Айта Нунен, чья кожа за несколько часов стала серой. Ее пальцы казались неуместно яркими от тринитротолуола, которым она начиняла снаряды на заводе. Под ночной рубашкой куполом торчал живот.
– Там ребенок, – шепнула она мне на ухо.
Что же я расслышала в ее голосе: гордость, ужас, конфуз?
Если бы все шло нормально, она бы избавилась от бремени приблизительно в январе, а потом спустя несколько недель младенца понесли бы в церковь получить благословение и крещение святой водой. Но сейчас посещение церкви с новорожденным младенцем показалось мне странной традицией, словно деторождение оставляло на женщине пятно, которое требовалось смыть, как грех. Избавила ли смерть Айту Нунен от необходимости совершить в церкви обряд очищения молитвой?
Доктор Линн положила на фаянсовый стол резиновый брусок.
– Это облегчит доступ к брюшной полости.
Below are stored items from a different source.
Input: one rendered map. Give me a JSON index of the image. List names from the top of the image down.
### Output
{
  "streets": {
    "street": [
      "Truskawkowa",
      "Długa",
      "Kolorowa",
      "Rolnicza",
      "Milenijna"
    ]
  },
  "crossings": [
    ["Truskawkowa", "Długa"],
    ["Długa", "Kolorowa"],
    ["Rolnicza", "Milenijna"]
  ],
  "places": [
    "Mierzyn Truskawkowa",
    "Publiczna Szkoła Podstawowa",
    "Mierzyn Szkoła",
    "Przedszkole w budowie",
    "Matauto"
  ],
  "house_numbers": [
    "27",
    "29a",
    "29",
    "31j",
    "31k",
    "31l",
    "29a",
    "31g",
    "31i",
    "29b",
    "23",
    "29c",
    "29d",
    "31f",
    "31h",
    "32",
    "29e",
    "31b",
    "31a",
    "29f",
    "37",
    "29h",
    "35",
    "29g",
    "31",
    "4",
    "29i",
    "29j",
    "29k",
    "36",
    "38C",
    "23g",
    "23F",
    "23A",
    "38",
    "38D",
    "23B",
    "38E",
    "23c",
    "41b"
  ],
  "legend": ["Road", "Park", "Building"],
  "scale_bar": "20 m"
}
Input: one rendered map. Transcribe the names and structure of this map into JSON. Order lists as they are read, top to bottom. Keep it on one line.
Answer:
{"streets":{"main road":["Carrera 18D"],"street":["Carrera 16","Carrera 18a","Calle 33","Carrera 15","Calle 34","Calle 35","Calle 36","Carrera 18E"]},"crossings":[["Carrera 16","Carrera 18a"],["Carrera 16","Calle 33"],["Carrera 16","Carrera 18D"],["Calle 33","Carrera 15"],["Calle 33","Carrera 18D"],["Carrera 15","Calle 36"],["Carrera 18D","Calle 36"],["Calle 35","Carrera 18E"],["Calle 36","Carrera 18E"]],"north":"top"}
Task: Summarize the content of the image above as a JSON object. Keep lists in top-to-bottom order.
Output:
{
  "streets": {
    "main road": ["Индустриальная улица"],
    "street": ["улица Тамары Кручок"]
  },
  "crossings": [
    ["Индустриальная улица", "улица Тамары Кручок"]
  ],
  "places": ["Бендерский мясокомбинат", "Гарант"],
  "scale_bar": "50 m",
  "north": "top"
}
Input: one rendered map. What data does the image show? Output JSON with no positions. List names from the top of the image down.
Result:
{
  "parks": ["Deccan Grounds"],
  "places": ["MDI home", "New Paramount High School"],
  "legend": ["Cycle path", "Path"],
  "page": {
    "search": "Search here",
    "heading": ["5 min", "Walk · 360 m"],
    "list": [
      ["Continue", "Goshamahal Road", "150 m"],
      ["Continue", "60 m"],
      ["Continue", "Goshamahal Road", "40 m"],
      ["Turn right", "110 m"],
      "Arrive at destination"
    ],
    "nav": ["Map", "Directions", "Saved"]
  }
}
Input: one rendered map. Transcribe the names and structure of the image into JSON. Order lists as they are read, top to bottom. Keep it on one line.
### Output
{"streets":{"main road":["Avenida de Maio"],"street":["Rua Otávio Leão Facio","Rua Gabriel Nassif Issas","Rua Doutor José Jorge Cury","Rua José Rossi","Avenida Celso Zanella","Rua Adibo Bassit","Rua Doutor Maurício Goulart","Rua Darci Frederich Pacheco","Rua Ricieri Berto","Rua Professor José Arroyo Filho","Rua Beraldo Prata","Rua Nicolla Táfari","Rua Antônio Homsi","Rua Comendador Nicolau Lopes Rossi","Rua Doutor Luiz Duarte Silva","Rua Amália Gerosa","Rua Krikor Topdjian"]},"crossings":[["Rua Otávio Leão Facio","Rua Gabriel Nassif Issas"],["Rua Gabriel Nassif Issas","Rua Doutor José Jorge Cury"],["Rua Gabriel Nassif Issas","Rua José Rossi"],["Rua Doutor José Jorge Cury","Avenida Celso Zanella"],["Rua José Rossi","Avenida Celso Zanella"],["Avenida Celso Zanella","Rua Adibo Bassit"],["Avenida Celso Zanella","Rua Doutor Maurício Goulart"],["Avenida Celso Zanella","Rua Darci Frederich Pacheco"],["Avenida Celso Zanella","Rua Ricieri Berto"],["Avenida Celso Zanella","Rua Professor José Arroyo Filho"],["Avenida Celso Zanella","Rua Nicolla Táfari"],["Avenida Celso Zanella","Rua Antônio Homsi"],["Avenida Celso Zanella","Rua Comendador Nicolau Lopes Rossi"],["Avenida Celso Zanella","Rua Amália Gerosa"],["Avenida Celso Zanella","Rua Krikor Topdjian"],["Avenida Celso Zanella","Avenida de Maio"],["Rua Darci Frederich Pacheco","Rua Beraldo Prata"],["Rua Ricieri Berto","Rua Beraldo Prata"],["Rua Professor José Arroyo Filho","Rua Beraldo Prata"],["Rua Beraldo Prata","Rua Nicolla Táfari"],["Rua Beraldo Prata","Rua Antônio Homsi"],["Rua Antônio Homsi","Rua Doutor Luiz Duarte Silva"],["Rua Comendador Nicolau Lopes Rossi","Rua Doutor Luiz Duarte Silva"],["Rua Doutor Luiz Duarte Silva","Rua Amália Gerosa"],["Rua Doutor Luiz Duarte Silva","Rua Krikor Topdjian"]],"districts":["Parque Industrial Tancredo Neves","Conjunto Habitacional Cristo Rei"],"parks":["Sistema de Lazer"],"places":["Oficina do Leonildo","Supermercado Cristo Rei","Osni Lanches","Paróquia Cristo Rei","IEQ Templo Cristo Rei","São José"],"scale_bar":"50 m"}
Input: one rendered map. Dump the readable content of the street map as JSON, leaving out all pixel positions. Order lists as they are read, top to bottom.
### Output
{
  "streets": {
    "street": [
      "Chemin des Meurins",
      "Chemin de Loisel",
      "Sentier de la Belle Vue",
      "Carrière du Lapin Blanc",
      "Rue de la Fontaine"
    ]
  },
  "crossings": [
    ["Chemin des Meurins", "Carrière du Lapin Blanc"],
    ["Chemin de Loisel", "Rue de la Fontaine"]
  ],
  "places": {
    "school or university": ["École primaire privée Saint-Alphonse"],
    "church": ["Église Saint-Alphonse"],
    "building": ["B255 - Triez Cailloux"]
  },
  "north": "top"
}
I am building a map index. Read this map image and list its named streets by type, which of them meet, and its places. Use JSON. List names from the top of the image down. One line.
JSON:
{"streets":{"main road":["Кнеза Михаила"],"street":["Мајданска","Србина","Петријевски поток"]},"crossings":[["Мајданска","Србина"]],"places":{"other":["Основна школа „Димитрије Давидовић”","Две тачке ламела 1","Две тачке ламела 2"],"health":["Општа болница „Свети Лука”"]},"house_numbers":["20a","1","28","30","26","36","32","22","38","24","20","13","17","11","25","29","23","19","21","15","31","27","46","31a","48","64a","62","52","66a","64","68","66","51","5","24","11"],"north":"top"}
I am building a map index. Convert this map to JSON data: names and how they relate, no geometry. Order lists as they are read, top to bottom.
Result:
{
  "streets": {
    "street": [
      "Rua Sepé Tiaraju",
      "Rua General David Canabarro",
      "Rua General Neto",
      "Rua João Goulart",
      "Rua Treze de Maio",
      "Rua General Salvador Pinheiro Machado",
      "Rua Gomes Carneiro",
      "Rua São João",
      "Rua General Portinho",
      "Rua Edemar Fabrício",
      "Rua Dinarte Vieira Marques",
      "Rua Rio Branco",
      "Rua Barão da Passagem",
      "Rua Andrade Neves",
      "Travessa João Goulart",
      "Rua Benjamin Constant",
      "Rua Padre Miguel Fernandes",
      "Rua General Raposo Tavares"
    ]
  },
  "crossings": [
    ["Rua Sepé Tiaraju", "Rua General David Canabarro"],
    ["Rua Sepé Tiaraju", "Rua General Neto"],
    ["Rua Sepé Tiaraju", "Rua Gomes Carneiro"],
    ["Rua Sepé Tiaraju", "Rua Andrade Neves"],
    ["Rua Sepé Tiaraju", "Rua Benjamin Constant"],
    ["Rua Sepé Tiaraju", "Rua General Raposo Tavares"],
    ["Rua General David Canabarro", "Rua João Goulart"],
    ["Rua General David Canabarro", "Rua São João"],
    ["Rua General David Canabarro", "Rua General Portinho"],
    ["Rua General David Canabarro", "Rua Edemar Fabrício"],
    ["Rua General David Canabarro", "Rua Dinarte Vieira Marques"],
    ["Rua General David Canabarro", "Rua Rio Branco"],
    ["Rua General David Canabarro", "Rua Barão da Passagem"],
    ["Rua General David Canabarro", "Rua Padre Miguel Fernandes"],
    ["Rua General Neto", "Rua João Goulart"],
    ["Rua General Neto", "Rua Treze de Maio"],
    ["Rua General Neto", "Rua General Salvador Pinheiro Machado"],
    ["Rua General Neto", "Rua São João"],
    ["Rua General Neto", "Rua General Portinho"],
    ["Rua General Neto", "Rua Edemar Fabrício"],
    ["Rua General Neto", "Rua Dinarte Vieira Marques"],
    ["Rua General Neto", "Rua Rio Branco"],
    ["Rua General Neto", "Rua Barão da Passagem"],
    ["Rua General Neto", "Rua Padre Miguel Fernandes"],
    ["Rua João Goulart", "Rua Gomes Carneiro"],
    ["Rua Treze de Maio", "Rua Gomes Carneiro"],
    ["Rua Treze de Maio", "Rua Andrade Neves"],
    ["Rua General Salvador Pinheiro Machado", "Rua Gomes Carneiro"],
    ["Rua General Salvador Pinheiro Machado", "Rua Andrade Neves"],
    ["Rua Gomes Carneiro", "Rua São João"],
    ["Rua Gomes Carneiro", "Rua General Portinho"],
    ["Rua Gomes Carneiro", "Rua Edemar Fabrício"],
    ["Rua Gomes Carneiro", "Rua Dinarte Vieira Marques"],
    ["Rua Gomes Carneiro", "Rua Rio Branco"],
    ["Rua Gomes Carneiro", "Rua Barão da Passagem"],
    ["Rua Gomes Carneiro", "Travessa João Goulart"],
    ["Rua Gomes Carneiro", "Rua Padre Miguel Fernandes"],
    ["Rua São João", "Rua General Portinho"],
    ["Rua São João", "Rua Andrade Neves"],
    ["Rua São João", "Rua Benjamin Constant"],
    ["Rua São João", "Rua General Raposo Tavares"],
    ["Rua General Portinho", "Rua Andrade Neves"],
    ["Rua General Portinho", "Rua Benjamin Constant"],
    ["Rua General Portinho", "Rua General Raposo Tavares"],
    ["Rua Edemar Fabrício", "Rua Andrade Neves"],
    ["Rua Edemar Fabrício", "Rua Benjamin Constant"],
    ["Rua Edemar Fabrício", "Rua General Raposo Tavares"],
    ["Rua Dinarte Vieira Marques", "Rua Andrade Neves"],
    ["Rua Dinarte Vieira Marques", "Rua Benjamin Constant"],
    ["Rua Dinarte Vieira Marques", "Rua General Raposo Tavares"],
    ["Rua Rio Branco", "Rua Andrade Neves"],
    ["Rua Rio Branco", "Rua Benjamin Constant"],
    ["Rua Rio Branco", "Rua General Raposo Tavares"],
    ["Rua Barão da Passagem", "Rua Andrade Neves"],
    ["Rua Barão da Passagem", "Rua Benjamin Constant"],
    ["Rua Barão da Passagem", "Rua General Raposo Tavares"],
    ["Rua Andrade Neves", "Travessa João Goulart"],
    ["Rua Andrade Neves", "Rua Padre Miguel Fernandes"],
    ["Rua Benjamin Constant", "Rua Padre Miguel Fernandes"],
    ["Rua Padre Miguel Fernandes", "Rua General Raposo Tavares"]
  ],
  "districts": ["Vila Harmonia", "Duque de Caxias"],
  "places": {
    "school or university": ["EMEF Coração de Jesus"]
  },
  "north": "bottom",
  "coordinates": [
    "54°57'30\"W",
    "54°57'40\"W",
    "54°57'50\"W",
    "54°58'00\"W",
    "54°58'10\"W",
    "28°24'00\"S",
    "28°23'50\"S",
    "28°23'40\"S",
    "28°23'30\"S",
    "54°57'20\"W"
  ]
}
Мы сможем справиться сами или мне позвать санитара?
Она взялась за дальние углы простыни, на которой лежало тело.
Я как-то по-детски испугалась остаться здесь, в тускло освещенном зале со сводчатым потолком, в одиночестве и ждать возвращения доктора с подмогой. И сказала:
– Ничего, справимся.
Я схватилась за другие два угла простыни и собралась с духом. Небольшая женщина оказалась тяжелее, чем я ожидала. У меня свело мышцы спины, и я ее немного выгнула, чтобы расслабиться. Мы вдвоем перетащили Айту Нунен на фаянсовый стол и повернули сначала на правый бок, потом на левый, чтобы вытянуть из-под нее коричневатую простыню, и поместили резиновый брусок вдоль позвоночника.
Из носа у нее текла розоватая струйка. Я вытерла ее.
А врач уже подкатила к столу хирургическую лампу. Она направила луч света на тело и максимально увеличила яркость.
Я принялась было развязывать тесемки ночной рубашки; но, задрав ее повыше, снова затянула. Мне было стыдно оголять Айту Нунен, даже когда ее никто не видел.
Встав напротив доктора Линн, я приготовила перьевую ручку и лист бумаги.
– Livor mortis, – тихо заговорила она. – Посмертная синюшность кожи.